Global Statistical Speed Matrix

From OpenStreetMap Wiki
Jump to navigation Jump to search

GS^2M is a concept of a database containing data stored in records they can be addressed with integer values taken from geographic coordinates with easy formulas. It is meant to be a layer totally separated from OSM vector data never linked with existing ways and nodes, used only for queries during routing process when searching for the fastest way to get to destination.
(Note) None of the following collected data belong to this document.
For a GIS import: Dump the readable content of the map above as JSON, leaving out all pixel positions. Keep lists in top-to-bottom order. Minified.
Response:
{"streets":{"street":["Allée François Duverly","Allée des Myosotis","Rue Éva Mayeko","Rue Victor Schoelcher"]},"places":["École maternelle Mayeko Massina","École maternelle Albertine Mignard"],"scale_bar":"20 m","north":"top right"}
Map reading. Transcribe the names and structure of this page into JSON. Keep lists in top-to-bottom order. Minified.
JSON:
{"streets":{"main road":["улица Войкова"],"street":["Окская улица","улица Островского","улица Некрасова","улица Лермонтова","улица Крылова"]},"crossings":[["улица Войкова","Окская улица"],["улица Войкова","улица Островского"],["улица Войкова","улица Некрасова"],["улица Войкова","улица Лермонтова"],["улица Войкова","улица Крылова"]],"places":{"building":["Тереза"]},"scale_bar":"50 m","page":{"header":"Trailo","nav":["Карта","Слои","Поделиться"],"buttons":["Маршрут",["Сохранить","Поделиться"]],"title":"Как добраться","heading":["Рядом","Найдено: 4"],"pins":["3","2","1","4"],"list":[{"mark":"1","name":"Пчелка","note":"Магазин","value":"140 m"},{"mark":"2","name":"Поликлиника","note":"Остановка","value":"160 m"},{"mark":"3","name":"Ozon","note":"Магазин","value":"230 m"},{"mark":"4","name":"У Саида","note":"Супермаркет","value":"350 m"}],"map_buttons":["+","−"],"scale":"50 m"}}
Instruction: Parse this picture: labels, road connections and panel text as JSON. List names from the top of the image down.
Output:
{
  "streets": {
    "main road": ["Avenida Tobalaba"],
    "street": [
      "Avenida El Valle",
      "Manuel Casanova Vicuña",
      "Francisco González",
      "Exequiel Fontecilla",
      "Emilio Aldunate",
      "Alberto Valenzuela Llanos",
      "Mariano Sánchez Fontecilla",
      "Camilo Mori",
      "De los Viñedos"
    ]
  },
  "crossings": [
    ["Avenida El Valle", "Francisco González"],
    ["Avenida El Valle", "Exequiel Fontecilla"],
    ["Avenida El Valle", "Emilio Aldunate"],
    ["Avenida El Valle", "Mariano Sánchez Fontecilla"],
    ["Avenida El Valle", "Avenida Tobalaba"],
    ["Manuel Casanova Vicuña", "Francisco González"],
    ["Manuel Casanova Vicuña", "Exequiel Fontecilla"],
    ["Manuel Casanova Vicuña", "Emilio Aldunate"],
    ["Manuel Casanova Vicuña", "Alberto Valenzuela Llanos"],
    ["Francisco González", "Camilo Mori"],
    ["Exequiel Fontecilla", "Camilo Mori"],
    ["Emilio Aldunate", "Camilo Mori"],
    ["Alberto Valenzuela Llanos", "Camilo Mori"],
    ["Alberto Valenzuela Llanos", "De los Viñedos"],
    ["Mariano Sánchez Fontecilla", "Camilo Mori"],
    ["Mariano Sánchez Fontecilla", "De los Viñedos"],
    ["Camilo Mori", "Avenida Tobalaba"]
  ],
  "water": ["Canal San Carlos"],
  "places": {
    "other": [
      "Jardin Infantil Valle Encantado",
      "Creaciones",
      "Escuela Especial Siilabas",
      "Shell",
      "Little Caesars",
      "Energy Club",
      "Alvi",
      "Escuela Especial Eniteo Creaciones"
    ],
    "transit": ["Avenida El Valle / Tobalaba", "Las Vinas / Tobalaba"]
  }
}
In first thoughts each record contains information about quasi-square cell (1 second of width and 1 second of length on the map). Each second of latitude is always about 31 meters on the earth surface. Each second of longitude is about 31 meters only near the equator and the more far from equator we are, the less each second of longitude is to finally meet zero on poles. Because of that reason it is necessary to make few tweaks to make database more memory-efficent without losing any important data necessary in routing process. This will be described later what we need to do in order to have 31 meters as an average cell width.

Requirements

First of all, to make it widely usable, GS^2M should meet few requirements like:

Decentralization

  1. everybody can have her/his own GS^2M database created from her/his own NMEA/GPX tracks
  2. database can be merged easily with, for example, my friends' databases without losing any necessary information
  3. then our databases can be uploaded to a public server in order to make this database Global

Privacy

  1. nobody needs to know where I parked my car 3 days ago from 10pm to 7am ;-), but you may need to know that usually because of traffic from 8am to 11am GMT maximum possible speed is 40 km/h when you travel by M1 from Swords to Dublin (fortunately it is not so bad when you travel in opposite direction ;-) that time)

Simplicity

  1. easy segmentation (for example into continents, countries, etc. whatever is necessary to cope with limited memory devices)
  2. easy updating process by merging main public database with recent NMEA/GPX points processed into small update-databases
  3. easy upgrade to variable cell size addressing

Story begins

Basically Global Statistical Speed Matrix is 2-dimensional matrix containing records stored in 360x60x60 columns and 180x60x60 rows. Each record contains data from NMEA/GPX points localized inside a quasi-square cell with 1 longitude-second of width and 1 latitude-second of length.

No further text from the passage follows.